# Knowledge Bases

In Ontolearn we represent a knowledge base 
by the class [KnowledgeBase](ontolearn.knowledge_base.KnowledgeBase) which contains two main class attributes, 
an ontology [OWLOntology](https://dice-group.github.io/owlapy/autoapi/owlapy/owl_ontology/index.html#owlapy.owl_ontology.OWLOntology)
and a reasoner [OWLReasoner](https://dice-group.github.io/owlapy/autoapi/owlapy/owl_reasoner/index.html#owlapy.owl_reasoner.OWLReasoner).
It also contains the class and properties hierarchy as well as other
Ontology-related attributes required for the Structured Machine Learning library.
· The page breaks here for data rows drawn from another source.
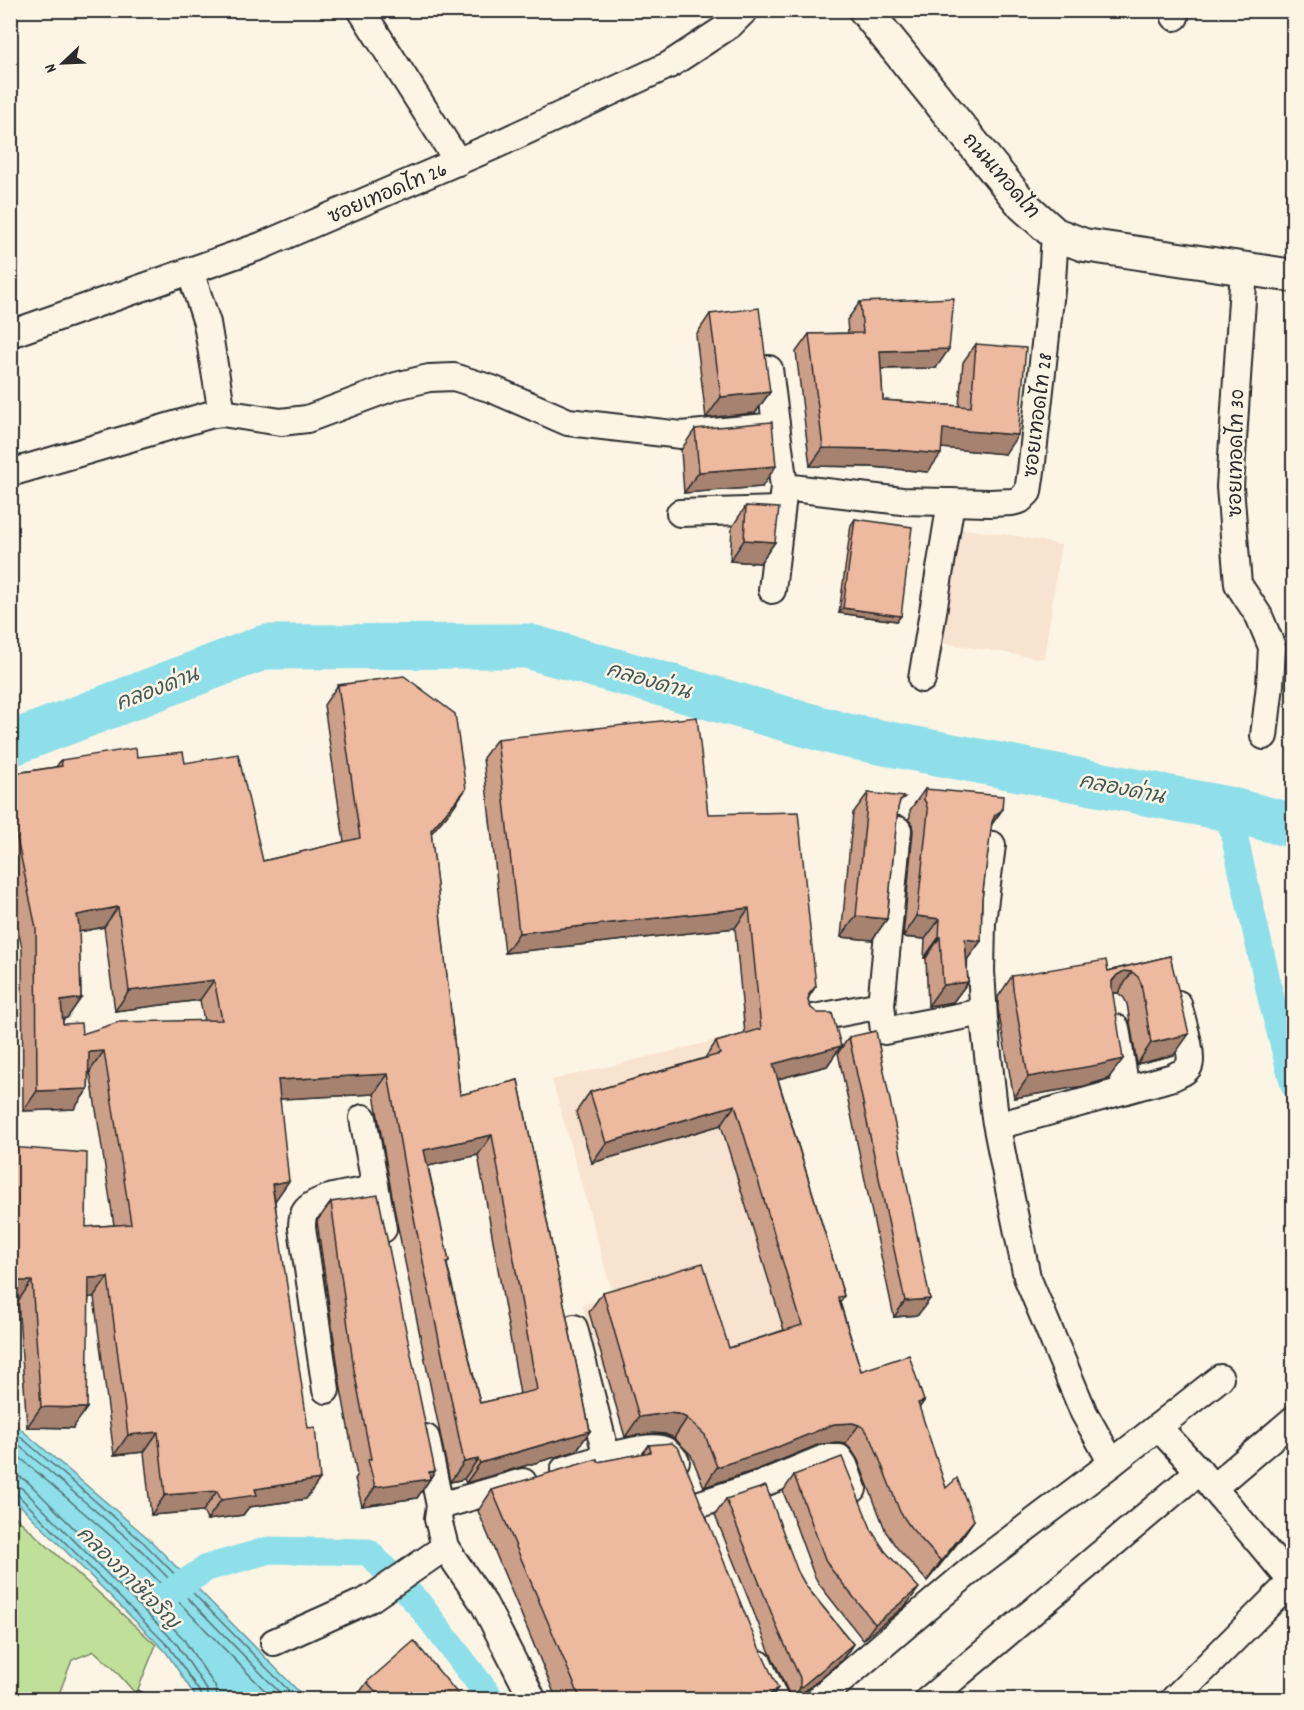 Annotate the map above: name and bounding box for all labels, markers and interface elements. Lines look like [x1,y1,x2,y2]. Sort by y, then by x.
north arrow [33,33,93,93]
text: N [39,60,64,76]
street label: ถนนเทอดไท [954,127,1047,226]
street label: ซอยเทอดไท 26 [323,155,452,233]
street label: ซอยเทอดไท 28 [1016,351,1062,479]
street label: ซอยเทอดไท 30 [1221,389,1253,518]
water label: คลองด่าน [602,656,695,710]
water label: คลองด่าน [112,660,205,720]
water label: คลองด่าน [1076,767,1168,814]
water label: คลองภาษีเจริญ [69,1520,187,1639] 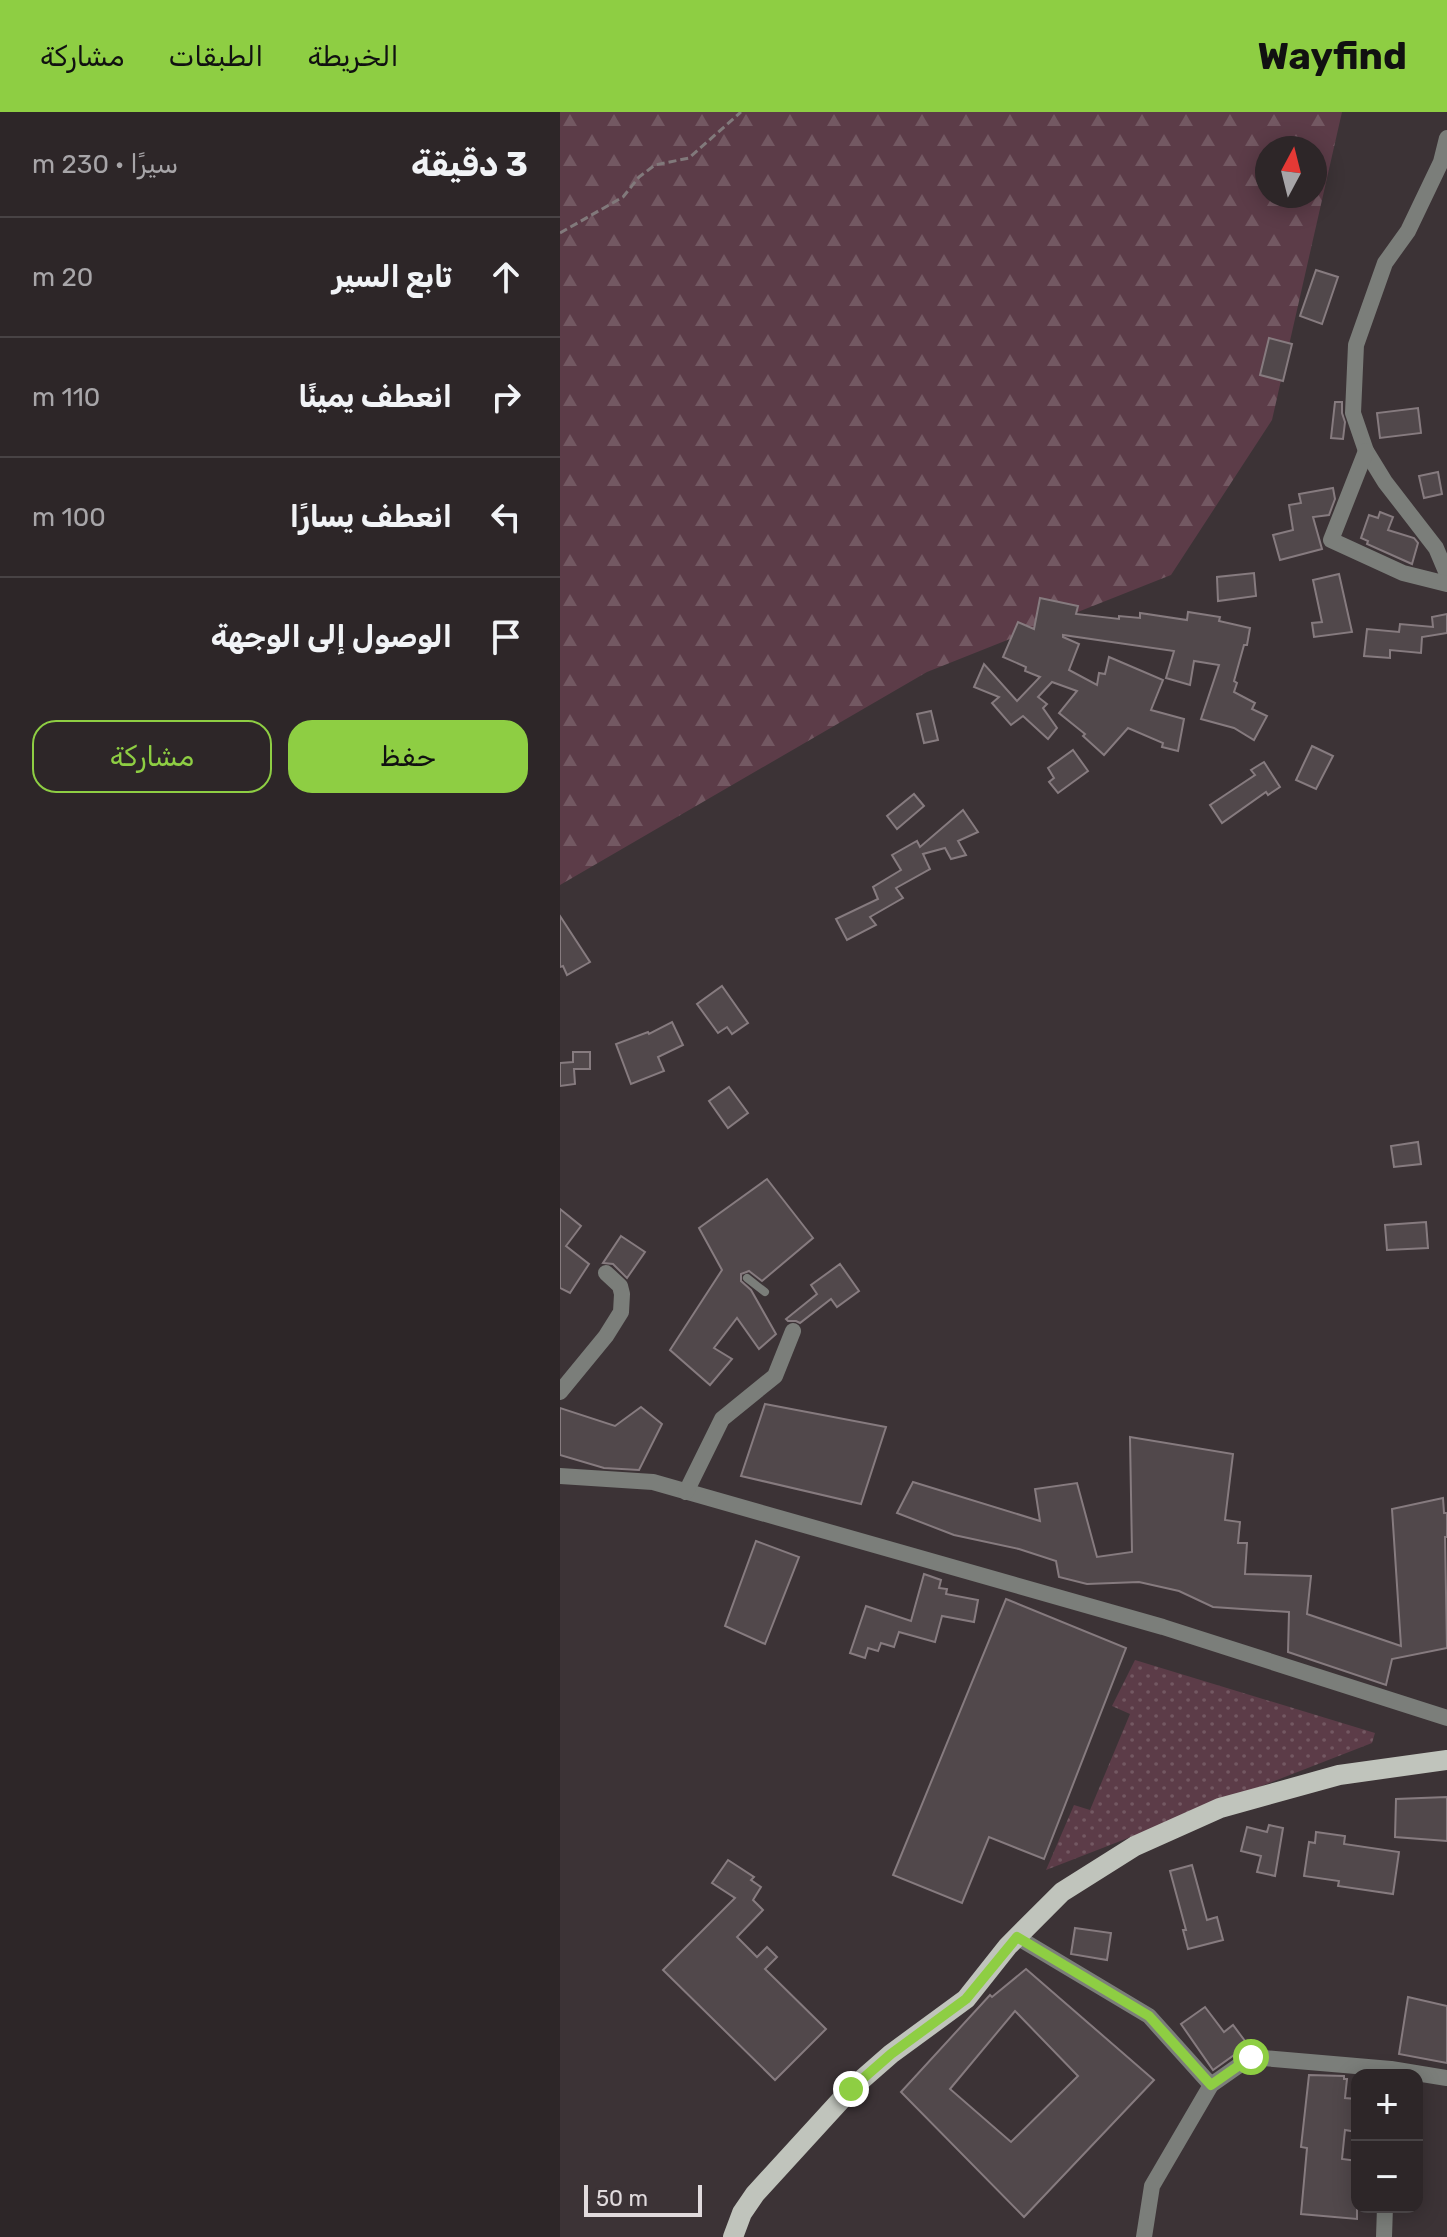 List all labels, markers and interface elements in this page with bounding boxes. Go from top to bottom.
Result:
text: Wayfind [1258,33,1407,79]
text: مشاركة [40,40,124,73]
text: الطبقات [168,40,263,73]
text: الخريطة [307,40,399,73]
north arrow [1255,136,1327,208]
text: 3 دقيقة [411,144,528,185]
text: سيرًا · 230 m [32,149,178,180]
icon: ahead [484,255,528,299]
text: تابع السير [332,259,452,295]
text: 20 m [32,262,93,293]
icon: right [484,375,528,419]
text: انعطف يمينًا [298,379,452,415]
text: 110 m [32,382,100,413]
icon: left [484,495,528,539]
text: انعطف يسارًا [290,499,452,535]
text: 100 m [32,502,106,533]
icon: arrive [484,615,528,659]
text: الوصول إلى الوجهة [211,619,452,655]
button: مشاركة [32,720,272,793]
button: حفظ [288,720,528,793]
route start [1233,2039,1269,2075]
map controls [1351,2069,1423,2213]
button: + [1351,2069,1423,2141]
route end [833,2071,869,2107]
button: − [1351,2141,1423,2213]
scale bar [584,2181,702,2217]
text: 50 m [596,2185,648,2212]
## Knowledge Base vs Ontology

These terms may be used interchangeably sometimes but in Ontolearn they are not the same thing,
although they share a lot of similarities. An ontology in owlapy, as explained 
[here](https://dice-group.github.io/owlapy/usage/ontologies.html) is the object where we load 
the OWL 2.0 ontologies from a _.owl_ file containing the ontology in an RDF/XML or OWL/XML format.
On the other side a KnowledgeBase is a class which combines an ontology and a reasoner together.
Therefore, differently from the ontology you can use methods that require reasoning. You can check 
the methods for each in the links below:

- [KnowledgeBase](ontolearn.knowledge_base.KnowledgeBase)
- [OWLOntology](https://dice-group.github.io/owlapy/autoapi/owlapy/owl_ontology/index.html#owlapy.owl_ontology.OWLOntology)

In summary:

- An instance of `KnowledgeBase` contains an ontology and a reasoner and 
is required to run a learning algorithm.

- The ontology object can load an OWL 2.0 ontology,
be modified using the ontology manager and saved.

- Although they have some similar functionalities, there are a lot of other distinct 
functionalities that each of them has.


## Create an Object of KnowledgeBase

Let us show how you can initialize an object of `KnowledgeBase`.
We consider that you have already an OWL 2.0 ontology (containing *.owl* extension).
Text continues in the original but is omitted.